By using the three phase construction mechanism and mutual information tests, our algorithm can avoid exponential number of CI tests and high order CI tests. Experimental results show that this algorithm is very efficient and reliable. A belief network learning system PowerConstructor which is based on this method in now available for free download.

References

[Pearl, 1988] J. Pearl. Probabilistic reasoning in intelligent systems: networks of plausible inference, Morgan Kaufmann, 1988.
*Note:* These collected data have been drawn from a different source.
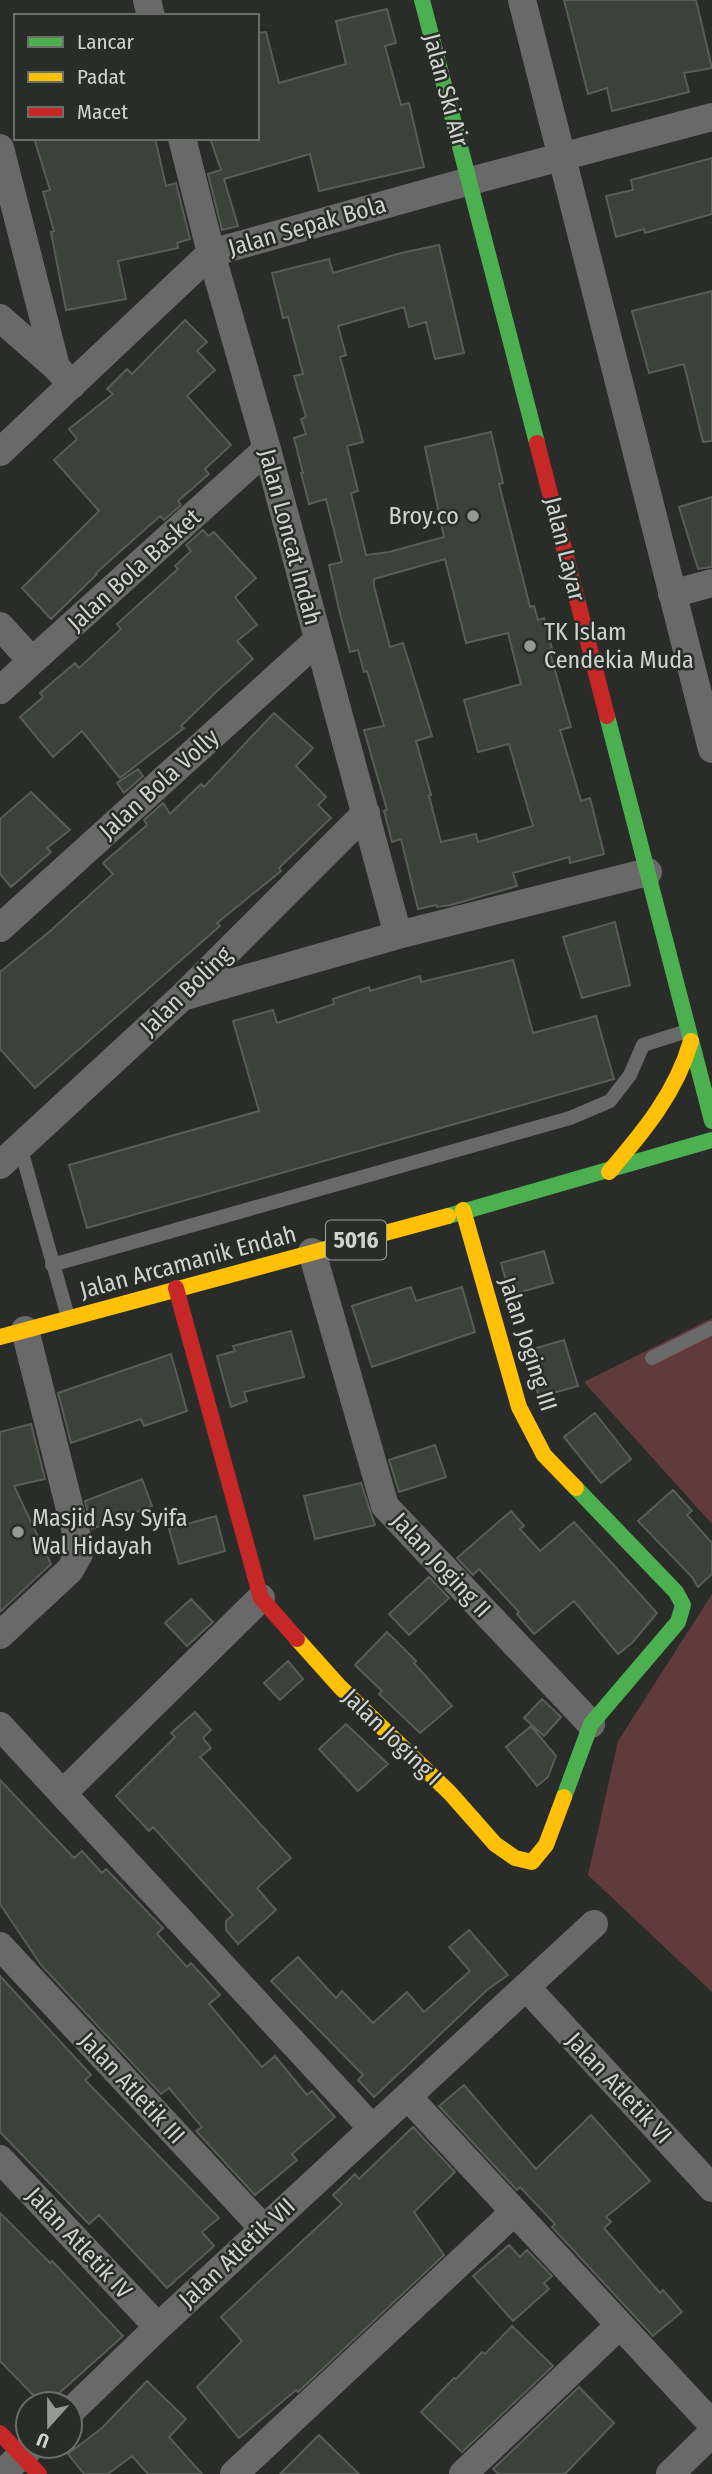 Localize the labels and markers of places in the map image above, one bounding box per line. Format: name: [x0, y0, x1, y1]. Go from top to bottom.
place label: Broy.co: [389, 502, 459, 530]
marker: Broy.co: [465, 508, 481, 524]
place label: TK Islam Cendekia Muda: [544, 618, 694, 674]
marker: TK Islam Cendekia Muda: [522, 638, 538, 654]
place label: Masjid Asy Syifa Wal Hidayah: [32, 1504, 187, 1560]
marker: Masjid Asy Syifa Wal Hidayah: [10, 1524, 26, 1540] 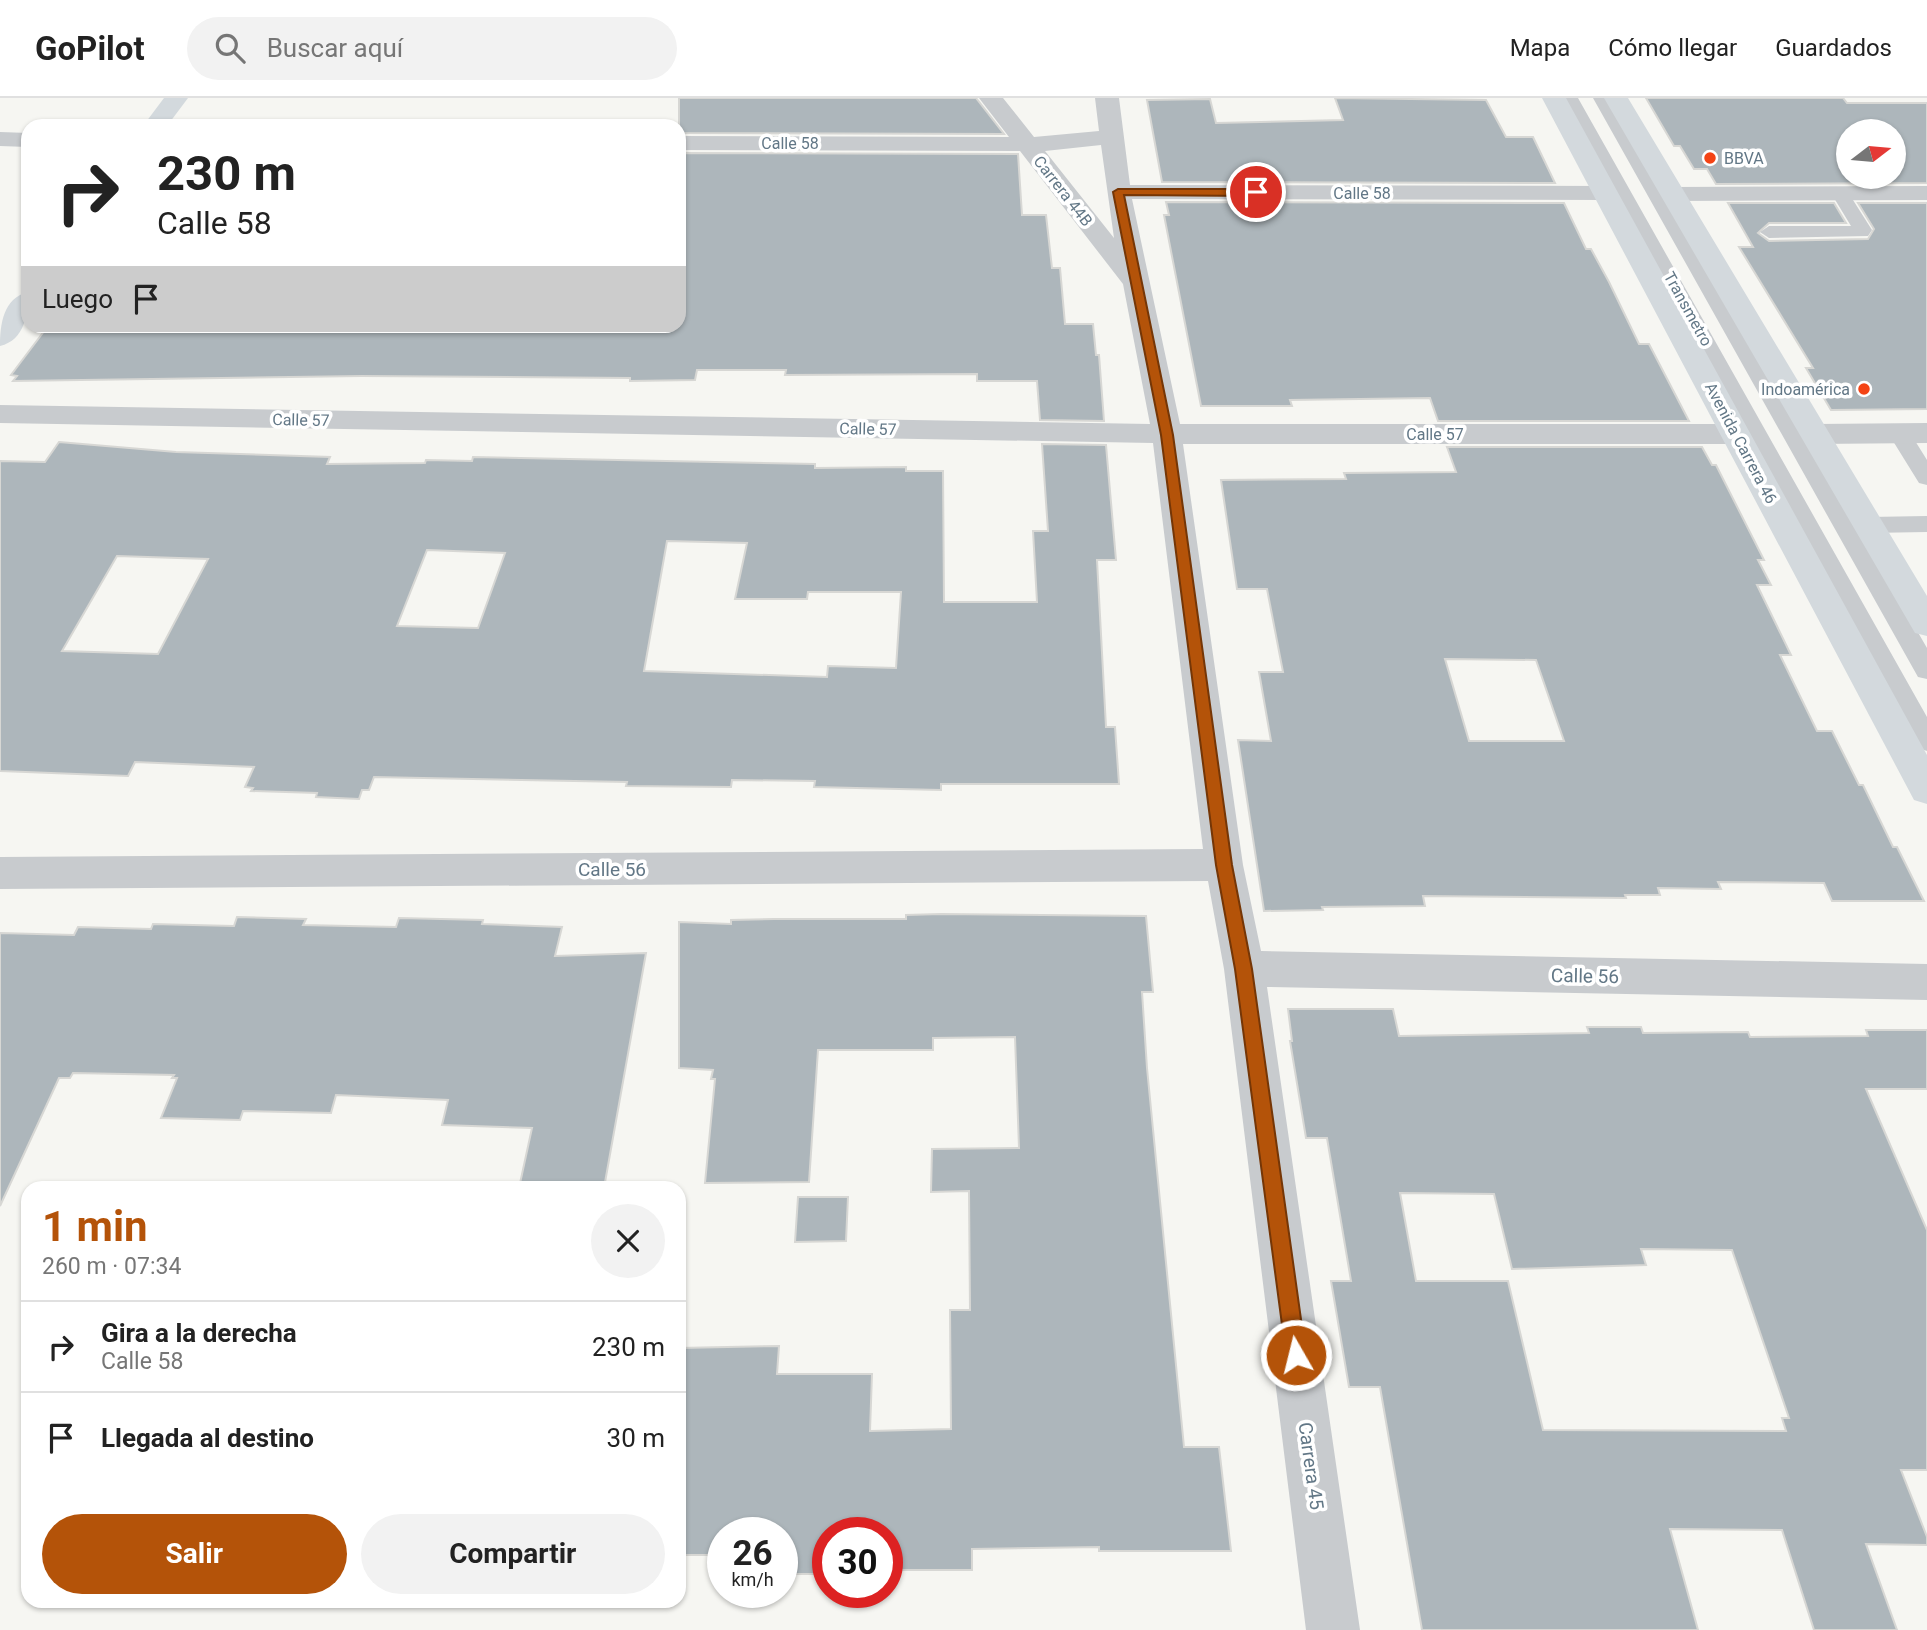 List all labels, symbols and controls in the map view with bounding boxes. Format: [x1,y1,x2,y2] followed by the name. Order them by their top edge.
[187,17,677,80] search box
[35,29,145,68] text: GoPilot
[211,29,249,67] icon: search
[267,33,403,63] text: Buscar aquí
[1510,34,1570,62] text: Mapa
[1608,34,1737,62] text: Cómo llegar
[1775,34,1892,62] text: Guardados
[1836,119,1906,189] north arrow
[1836,119,1906,189] map controls
[761,134,819,153] street label: Calle 58
[157,145,296,202] text: 230 m
[42,147,133,238] icon: right
[1724,149,1764,168] place label: BBVA
[1702,150,1718,166] marker: BBVA
[1030,152,1096,230] street label: Carrera 44B
[1226,162,1286,222] pin
[1237,173,1275,211] icon: arrive
[1333,184,1391,203] street label: Calle 58
[157,204,272,242] text: Calle 58
[1660,269,1716,349] street label: Transmetro
[127,280,165,318] icon: arrive
[42,284,113,314] text: Luego
[1701,379,1781,507] street label: Avenida Carrera 46
[1761,380,1850,399] place label: Indoamérica
[1856,381,1872,397] marker: Indoamérica
[272,410,330,430] street label: Calle 57
[839,419,897,439] street label: Calle 57
[1406,425,1464,444] street label: Calle 57
[578,858,646,881] street label: Calle 56
[1551,964,1619,988] street label: Calle 56
[42,1202,148,1251] text: 1 min
[591,1204,665,1278] button: close
[42,1253,181,1280] text: 260 m · 07:34
[101,1318,297,1348] text: Gira a la derecha
[1259,1318,1333,1392] position arrow
[42,1328,80,1366] icon: right
[592,1332,665,1362] text: 230 m
[101,1348,183,1375] text: Calle 58
[42,1419,80,1457] icon: arrive
[1293,1421,1329,1511] street label: Carrera 45
[101,1423,314,1453] text: Llegada al destino
[607,1423,665,1453] text: 30 m
[42,1514,347,1594] button: Salir
[361,1514,665,1594] button: Compartir
[812,1517,903,1608] speed limit sign: 30
[732,1533,773,1574] text: 26
[731,1569,774,1590] text: km/h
[Chow and Liu, 1968] C.K. Chow and C.N. Liu. Approximating discrete probability distributions with dependence trees. IEEE Transactions on Information Theory, 14:462-467, 1968.

[Cheng et al., 1997] J. Cheng, D.A. Bell and W. Liu. An algorithm for Bayesian belief network construction from data, Proceedings of AI & STAT'97, Ft. Lauderdale, Florida, 1997.

[Cheng et al., 1997] J. Cheng, D.A. Bell and W. Liu. Learning belief networks from data: an information theory based approach. Proceedings of the Sixth ACM International Conference on Information and Knowledge Management, 1997.